● Source records:
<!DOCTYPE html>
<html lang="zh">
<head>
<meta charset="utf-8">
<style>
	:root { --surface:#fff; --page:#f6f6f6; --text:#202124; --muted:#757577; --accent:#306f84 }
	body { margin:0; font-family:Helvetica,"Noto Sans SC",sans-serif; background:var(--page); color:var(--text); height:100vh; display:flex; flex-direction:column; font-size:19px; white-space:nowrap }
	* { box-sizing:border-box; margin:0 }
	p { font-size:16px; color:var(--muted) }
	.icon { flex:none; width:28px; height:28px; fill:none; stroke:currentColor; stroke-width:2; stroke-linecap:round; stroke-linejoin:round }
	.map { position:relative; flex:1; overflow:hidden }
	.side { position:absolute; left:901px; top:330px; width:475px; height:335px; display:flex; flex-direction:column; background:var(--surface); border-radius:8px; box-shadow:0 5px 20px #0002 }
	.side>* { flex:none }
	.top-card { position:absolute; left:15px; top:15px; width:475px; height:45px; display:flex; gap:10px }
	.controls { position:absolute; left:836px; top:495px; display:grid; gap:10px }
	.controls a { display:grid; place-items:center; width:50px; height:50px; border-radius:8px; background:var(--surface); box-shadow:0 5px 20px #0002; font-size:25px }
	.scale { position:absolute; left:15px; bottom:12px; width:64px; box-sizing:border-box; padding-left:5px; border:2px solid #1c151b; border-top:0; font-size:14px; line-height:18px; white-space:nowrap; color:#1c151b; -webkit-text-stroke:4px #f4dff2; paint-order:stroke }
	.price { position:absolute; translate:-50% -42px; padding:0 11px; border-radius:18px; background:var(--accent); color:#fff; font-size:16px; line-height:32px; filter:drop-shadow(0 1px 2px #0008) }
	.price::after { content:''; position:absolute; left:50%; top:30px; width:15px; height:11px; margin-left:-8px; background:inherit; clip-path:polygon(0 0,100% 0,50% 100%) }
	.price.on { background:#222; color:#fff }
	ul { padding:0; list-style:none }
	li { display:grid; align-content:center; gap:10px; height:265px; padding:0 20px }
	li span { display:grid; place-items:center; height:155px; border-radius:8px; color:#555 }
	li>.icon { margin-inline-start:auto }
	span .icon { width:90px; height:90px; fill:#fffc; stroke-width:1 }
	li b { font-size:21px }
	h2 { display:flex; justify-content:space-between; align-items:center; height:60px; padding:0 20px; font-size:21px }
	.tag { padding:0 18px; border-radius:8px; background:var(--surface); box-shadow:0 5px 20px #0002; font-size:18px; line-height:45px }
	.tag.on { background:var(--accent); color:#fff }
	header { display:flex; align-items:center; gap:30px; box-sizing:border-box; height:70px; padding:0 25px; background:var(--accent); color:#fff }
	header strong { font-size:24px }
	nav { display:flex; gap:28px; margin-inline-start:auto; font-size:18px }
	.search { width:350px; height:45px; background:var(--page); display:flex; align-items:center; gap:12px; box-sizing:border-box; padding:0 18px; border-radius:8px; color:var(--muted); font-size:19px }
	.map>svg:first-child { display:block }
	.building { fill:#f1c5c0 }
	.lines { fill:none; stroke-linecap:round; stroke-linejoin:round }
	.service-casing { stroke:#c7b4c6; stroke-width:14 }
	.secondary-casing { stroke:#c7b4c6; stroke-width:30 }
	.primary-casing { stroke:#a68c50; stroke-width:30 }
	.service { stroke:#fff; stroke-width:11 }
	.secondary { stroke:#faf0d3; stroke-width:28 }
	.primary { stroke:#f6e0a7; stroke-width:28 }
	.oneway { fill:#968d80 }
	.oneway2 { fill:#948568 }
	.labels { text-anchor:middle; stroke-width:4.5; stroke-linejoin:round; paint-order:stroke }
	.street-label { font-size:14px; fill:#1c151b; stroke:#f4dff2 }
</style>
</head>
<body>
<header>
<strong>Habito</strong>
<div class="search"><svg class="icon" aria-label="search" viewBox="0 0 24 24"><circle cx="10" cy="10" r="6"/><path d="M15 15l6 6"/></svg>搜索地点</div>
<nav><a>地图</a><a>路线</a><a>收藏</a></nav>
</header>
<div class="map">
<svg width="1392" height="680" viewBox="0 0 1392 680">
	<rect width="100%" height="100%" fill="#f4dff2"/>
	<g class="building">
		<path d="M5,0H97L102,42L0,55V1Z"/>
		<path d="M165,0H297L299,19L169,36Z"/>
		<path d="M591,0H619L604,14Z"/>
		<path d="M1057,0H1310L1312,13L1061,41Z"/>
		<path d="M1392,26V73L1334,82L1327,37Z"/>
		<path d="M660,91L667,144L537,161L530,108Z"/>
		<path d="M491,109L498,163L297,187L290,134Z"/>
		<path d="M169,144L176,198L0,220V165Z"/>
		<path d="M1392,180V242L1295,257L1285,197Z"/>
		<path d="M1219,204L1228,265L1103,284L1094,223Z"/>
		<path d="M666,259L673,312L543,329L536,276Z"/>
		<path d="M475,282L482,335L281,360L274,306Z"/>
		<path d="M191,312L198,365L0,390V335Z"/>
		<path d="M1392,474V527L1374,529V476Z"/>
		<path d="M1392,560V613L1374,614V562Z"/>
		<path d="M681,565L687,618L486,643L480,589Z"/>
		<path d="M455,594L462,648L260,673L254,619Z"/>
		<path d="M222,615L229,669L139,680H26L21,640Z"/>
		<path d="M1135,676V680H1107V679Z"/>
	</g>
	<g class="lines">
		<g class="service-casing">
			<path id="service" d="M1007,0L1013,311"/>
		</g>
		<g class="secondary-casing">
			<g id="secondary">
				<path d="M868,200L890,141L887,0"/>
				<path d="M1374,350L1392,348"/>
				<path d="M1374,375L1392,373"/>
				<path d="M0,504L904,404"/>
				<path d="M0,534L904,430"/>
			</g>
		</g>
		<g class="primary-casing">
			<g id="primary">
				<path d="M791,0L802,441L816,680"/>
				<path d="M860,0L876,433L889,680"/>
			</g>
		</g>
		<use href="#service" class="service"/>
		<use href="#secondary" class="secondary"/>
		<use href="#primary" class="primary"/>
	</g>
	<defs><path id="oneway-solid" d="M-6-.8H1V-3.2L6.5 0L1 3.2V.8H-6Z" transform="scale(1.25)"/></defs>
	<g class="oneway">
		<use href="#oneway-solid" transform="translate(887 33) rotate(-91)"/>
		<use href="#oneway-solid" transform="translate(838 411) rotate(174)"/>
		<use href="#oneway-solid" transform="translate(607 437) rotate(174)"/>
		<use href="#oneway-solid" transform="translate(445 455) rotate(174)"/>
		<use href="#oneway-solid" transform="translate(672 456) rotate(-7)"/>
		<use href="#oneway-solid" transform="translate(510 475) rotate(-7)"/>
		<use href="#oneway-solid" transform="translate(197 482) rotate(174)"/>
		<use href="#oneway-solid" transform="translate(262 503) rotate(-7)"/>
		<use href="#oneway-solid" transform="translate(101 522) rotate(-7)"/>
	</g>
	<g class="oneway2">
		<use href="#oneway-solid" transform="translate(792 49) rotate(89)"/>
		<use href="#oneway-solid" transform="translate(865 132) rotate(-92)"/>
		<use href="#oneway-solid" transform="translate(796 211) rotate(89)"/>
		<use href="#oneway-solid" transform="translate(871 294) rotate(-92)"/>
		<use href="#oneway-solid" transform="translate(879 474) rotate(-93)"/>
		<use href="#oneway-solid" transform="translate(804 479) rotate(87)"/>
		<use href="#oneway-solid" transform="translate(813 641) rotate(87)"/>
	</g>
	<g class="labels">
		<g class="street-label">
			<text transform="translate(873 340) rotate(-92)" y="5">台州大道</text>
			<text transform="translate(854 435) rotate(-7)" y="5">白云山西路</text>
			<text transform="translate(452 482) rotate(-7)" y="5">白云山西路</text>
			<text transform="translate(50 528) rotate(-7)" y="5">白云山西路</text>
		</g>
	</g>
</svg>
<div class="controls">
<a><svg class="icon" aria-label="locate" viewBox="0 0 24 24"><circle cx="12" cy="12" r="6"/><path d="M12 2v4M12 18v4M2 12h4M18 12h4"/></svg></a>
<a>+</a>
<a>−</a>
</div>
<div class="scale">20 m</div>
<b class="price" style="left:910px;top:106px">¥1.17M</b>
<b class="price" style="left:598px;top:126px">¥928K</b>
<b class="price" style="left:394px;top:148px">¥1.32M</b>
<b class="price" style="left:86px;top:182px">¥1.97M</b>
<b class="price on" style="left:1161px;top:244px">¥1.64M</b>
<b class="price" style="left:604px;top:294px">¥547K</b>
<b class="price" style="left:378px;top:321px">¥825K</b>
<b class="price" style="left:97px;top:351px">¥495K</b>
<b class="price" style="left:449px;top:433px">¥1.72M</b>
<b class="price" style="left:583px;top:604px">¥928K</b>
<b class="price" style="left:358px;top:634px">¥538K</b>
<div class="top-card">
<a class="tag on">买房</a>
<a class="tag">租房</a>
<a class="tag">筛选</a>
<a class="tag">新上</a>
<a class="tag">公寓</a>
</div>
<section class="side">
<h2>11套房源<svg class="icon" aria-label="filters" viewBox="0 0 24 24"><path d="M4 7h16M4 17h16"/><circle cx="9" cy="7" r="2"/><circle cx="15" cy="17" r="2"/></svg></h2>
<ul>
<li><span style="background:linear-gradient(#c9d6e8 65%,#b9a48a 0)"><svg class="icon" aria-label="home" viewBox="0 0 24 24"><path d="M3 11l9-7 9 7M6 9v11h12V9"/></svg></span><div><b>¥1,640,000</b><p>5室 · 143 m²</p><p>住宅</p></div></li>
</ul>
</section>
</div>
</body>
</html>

● About this task:
Report every line in the data that holds "linecap", copying each one.

● Result for this exercise:
	.icon { flex:none; width:28px; height:28px; fill:none; stroke:currentColor; stroke-width:2; stroke-linecap:round; stroke-linejoin:round }
	.lines { fill:none; stroke-linecap:round; stroke-linejoin:round }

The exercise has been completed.